Lamin Cham, the editor-in-chief of The Standard Newspaper Monday testified on tortures he went through under the 22 - year rule of Yahya Jammeh.
The 54 - year old told the TRRC that that he was arrested on 30th May 2006 in Serekunda and taken to the Police headquarters in Banjul. He testified they proceded with him to the NIA headquarters in Banjul. Cham said he was tortured at the NIA by two of Jammeh's most feared torturers after he was picked up from Serekunda -Tumbul Tamba and Musa Jammeh.
He said he was questioned at the NIA conference room with respect to his relationship with Pa Nderry M'bai of the Freedom Newspaper. He said this was after he had been beaten and tortured by 8 soldiers. He said he wasn't told why he was arrested or even allowed access to a lawyer.
He named Musa Jammeh alias Maliamungu and Tumbul Tamba, as the leaders of a torture team that beat him up at the NIA.
Lamin Cham told the Commission that he sustained injuries all over his body.
"I was bleeding all over my body," Cham adduced.
He explained that Mohammed Hydara the then deputy director of NIA told him to cooperate with them or else the men (torturers) would come back for him.
"I was taken behind the building at the NIA where a makeshift arena was made. I was then placed in the middle of a sand ring. While I was there, I saw Musa Jammeh, Tumbul Tamba and others approached me. There were eight of them and they were heavily drunk. You could smell the alcohol from their breaths even metres away. Before I could say anything, blows and kicks rained on me. They had whips and canes. Others were using their fists. They stamped me. I was bleeding profusely all over my body. When I was losing energy, Tumbul would stop the torturers like someone controlling a band and they would stop. When I regained consciousness and strength then they would continue with the beating," Cham said.
Cham said the consequence of his arrest and detention was shattering, adding that he was afraid of staying in the country and left the Gambia.
He said: "They also wanted to know why I was mentioning Jammeh in my BBC reports and how much the BBC was paying me as their local correspondent. Why were you lying in your reports?"
He said he is the current editor-in-chief of The Standard. He joined the Daily Observer in 1992 and was editor-in-chief between April 2003 and October 2005. He was also a sports editor, freelance sports reporter for GRTS and the BBC.
He said before the July 1994 coup, the press was relatively free because of there was no visible harassment on journalists.
He revealed that the AFPRC Government banked on the Daily Observer for information at the time before the advent of a television station in the country.
He said ex-President Jammeh used to call journalists 'illegitimate sons of Africa'. The witness divulged that in October 1994, Kenneth Best, the proprietor of The Daily Observer was the first journalist arrested and detained in a secret location in Kartong and was deported in November 1994.

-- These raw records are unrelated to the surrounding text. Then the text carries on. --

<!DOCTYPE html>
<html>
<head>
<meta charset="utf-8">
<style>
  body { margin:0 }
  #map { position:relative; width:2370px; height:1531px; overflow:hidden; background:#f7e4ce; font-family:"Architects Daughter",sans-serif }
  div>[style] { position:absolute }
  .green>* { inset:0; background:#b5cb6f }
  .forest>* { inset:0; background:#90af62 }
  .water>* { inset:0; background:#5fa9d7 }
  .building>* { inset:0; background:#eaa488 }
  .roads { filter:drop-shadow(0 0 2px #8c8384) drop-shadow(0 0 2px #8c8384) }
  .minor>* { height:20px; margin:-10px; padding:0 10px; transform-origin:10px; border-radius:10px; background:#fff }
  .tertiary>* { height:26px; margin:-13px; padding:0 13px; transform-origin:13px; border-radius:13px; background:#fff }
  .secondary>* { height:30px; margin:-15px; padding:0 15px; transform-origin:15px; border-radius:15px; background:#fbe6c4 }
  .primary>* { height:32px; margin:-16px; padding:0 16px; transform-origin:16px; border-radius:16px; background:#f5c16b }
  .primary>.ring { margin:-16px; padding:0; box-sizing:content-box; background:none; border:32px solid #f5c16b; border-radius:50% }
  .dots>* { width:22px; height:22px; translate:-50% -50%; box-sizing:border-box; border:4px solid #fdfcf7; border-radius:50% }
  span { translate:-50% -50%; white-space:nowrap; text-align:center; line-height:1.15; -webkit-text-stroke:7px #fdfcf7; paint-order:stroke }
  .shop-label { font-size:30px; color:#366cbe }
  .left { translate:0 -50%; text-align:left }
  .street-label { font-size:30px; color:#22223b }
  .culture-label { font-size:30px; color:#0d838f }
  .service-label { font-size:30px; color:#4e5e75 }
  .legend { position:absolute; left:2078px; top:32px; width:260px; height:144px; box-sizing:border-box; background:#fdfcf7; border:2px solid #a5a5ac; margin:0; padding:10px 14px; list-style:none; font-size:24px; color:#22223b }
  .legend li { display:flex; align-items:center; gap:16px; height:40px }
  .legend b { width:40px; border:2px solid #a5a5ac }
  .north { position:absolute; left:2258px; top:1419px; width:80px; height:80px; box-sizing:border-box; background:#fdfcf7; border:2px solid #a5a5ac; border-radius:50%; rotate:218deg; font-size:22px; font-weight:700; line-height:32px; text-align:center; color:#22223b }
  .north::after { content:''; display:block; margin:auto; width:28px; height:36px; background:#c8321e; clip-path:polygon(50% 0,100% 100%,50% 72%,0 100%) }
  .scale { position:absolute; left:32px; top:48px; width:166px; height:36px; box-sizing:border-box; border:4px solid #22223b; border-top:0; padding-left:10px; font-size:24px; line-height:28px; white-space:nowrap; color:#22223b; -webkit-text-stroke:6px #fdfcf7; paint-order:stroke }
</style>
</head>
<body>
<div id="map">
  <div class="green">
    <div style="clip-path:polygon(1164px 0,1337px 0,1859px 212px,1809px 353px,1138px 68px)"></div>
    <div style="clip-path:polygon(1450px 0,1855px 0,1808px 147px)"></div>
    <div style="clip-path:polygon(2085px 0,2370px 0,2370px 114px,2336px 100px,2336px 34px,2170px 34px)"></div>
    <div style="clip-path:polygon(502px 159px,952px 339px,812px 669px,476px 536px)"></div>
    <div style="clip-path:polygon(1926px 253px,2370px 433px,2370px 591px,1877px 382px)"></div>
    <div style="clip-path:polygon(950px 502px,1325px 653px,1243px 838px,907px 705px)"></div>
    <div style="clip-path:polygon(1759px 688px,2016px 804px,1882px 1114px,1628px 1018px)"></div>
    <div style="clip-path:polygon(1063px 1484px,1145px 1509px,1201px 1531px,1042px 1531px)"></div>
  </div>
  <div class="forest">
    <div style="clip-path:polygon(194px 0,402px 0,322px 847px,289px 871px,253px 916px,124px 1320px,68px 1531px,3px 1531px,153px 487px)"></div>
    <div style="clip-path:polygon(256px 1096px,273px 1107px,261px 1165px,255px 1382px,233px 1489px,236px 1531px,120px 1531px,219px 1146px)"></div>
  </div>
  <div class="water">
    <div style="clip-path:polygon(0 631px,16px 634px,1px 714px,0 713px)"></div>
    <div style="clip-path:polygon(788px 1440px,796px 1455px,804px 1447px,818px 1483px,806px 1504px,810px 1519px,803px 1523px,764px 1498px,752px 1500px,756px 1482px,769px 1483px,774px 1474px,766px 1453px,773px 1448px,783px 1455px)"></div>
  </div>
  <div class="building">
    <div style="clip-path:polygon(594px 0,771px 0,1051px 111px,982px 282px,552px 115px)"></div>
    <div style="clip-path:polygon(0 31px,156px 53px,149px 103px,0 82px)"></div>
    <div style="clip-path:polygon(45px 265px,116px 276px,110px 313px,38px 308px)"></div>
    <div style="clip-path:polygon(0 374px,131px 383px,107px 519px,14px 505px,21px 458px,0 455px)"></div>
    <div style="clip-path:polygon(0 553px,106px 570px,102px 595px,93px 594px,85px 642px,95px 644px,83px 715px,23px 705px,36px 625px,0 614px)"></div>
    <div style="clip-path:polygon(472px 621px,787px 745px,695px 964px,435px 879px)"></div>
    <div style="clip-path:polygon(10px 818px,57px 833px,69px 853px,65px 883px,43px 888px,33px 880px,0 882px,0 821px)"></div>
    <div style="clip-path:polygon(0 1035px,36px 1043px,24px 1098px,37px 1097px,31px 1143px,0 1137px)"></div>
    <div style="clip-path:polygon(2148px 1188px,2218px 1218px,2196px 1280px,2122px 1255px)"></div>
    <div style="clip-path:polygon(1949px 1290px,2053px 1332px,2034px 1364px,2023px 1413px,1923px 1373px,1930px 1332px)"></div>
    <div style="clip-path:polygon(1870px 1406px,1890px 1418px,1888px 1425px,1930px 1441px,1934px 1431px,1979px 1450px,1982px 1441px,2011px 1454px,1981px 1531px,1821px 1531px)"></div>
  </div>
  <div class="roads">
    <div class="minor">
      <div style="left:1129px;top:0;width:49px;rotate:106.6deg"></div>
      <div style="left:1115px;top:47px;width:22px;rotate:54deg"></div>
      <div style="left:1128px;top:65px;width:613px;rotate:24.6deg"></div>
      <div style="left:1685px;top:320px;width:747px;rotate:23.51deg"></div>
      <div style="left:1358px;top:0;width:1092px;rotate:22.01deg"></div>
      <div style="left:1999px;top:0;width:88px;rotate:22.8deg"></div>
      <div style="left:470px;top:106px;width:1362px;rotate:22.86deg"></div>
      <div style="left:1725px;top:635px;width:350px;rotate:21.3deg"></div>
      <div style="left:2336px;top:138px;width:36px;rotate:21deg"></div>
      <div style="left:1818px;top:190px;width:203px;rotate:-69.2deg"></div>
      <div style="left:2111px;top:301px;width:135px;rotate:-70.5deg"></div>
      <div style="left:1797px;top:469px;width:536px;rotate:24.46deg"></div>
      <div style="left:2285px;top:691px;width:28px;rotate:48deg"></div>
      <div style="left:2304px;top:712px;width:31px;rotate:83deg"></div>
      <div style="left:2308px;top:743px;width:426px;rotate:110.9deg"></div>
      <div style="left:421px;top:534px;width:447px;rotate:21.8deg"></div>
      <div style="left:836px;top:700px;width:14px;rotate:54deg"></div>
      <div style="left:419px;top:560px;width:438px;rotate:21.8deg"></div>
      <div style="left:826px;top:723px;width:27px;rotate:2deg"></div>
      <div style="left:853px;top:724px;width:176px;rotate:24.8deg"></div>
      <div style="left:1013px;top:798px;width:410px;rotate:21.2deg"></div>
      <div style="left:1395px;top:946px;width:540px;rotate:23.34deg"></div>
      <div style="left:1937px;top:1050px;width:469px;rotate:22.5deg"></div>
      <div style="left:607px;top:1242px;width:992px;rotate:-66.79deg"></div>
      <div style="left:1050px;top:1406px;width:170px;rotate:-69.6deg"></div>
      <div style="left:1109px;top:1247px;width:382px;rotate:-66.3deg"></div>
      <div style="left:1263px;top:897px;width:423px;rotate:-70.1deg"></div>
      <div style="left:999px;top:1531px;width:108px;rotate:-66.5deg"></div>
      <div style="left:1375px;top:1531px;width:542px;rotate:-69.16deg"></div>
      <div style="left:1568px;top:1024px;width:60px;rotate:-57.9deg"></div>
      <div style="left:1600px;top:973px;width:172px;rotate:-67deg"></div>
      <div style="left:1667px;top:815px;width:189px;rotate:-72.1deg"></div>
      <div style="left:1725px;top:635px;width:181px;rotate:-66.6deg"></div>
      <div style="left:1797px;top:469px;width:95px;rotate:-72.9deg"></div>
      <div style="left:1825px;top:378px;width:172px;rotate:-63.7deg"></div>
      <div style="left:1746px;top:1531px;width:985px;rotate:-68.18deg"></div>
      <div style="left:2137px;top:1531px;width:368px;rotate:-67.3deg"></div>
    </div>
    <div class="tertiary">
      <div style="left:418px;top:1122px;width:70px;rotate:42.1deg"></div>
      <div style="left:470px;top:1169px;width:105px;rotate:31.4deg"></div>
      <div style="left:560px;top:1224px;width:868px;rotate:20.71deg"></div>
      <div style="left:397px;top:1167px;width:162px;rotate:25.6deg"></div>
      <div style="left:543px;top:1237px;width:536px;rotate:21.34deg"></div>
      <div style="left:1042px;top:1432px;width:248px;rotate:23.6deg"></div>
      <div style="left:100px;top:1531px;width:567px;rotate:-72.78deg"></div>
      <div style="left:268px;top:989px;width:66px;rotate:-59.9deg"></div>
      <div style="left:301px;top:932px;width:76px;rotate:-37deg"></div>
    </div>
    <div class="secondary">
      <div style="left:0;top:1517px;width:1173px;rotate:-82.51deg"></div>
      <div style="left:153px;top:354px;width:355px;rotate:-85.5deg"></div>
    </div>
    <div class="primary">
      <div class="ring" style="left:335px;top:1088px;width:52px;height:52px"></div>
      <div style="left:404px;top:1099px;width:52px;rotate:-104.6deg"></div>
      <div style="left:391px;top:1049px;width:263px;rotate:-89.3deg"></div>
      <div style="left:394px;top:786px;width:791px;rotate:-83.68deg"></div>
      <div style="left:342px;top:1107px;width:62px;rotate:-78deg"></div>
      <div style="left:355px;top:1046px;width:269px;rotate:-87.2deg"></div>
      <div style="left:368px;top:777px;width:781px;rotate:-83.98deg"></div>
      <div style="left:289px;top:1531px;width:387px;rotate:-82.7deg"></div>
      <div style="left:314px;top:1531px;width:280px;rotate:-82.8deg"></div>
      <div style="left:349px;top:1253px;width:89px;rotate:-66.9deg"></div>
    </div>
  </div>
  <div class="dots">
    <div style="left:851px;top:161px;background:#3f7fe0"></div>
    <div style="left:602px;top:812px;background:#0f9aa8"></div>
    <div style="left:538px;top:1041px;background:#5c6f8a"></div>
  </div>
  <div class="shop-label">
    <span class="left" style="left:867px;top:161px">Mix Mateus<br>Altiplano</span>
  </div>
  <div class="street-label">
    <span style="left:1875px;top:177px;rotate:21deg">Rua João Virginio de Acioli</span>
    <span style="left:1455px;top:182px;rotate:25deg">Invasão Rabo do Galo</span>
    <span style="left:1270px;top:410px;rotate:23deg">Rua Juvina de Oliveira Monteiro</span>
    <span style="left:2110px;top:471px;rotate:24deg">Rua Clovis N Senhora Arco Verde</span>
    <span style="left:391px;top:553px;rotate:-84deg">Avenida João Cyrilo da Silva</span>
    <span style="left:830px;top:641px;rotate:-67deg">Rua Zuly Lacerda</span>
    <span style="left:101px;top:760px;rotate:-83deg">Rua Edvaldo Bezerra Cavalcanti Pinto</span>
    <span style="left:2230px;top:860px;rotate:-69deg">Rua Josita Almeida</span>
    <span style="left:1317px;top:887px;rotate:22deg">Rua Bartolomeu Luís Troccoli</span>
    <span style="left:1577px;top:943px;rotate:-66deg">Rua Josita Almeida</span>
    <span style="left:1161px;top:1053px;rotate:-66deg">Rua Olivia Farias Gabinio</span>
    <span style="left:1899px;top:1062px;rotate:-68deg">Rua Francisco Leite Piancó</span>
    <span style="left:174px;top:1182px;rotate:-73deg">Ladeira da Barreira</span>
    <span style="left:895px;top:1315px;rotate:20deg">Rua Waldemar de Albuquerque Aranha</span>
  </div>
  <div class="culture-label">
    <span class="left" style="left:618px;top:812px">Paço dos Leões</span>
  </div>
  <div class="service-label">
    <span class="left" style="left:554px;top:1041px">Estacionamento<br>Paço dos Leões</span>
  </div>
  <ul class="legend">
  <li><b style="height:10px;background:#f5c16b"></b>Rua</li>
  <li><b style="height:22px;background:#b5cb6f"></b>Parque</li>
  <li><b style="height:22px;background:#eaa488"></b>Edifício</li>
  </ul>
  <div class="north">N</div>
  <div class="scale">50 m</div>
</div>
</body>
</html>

He expounded on how the AFPRC dispatched immigration officials to Daily Observer premises to screen foreign journalists and he talked about a number of individuals that were under arrest and were later deported.
Cham voiced to the Commission that in May 1999, he received information that Daily Observer had been sold to Amadou Samba who was believed to be a close ally of the junta. He revealed that the editor-in-chief, Baba Galleh Jallow resigned on the principle that he couldn't work with the Daily Observer and he left and established the Independent newspaper.
He divulged that the Daily Observer Editorial team did all the best to maintain the independence of the paper but the military government weren't happy with the likes of Demba A. Jawo who were very critical of the Government and who in the end got sacked in 1999.
He told the Commission that the then managing director, Sarian Ceesay was removed and substituted by Buba Baldeh and the Daily Observer thereby got direct meddling on the editorial by the APRC Government. He told the Commission that Buba Baldeh indicated that the Daily Observer would not carry stories from the opposition about the then Government.
He alleged that ex-President Jammeh and some civil servants expressed hatred for journalists who had faith that journalists have a role to play in good governance. Mr. Cham told the Commission that journalism was the most oppressed profession under Jammeh's regime.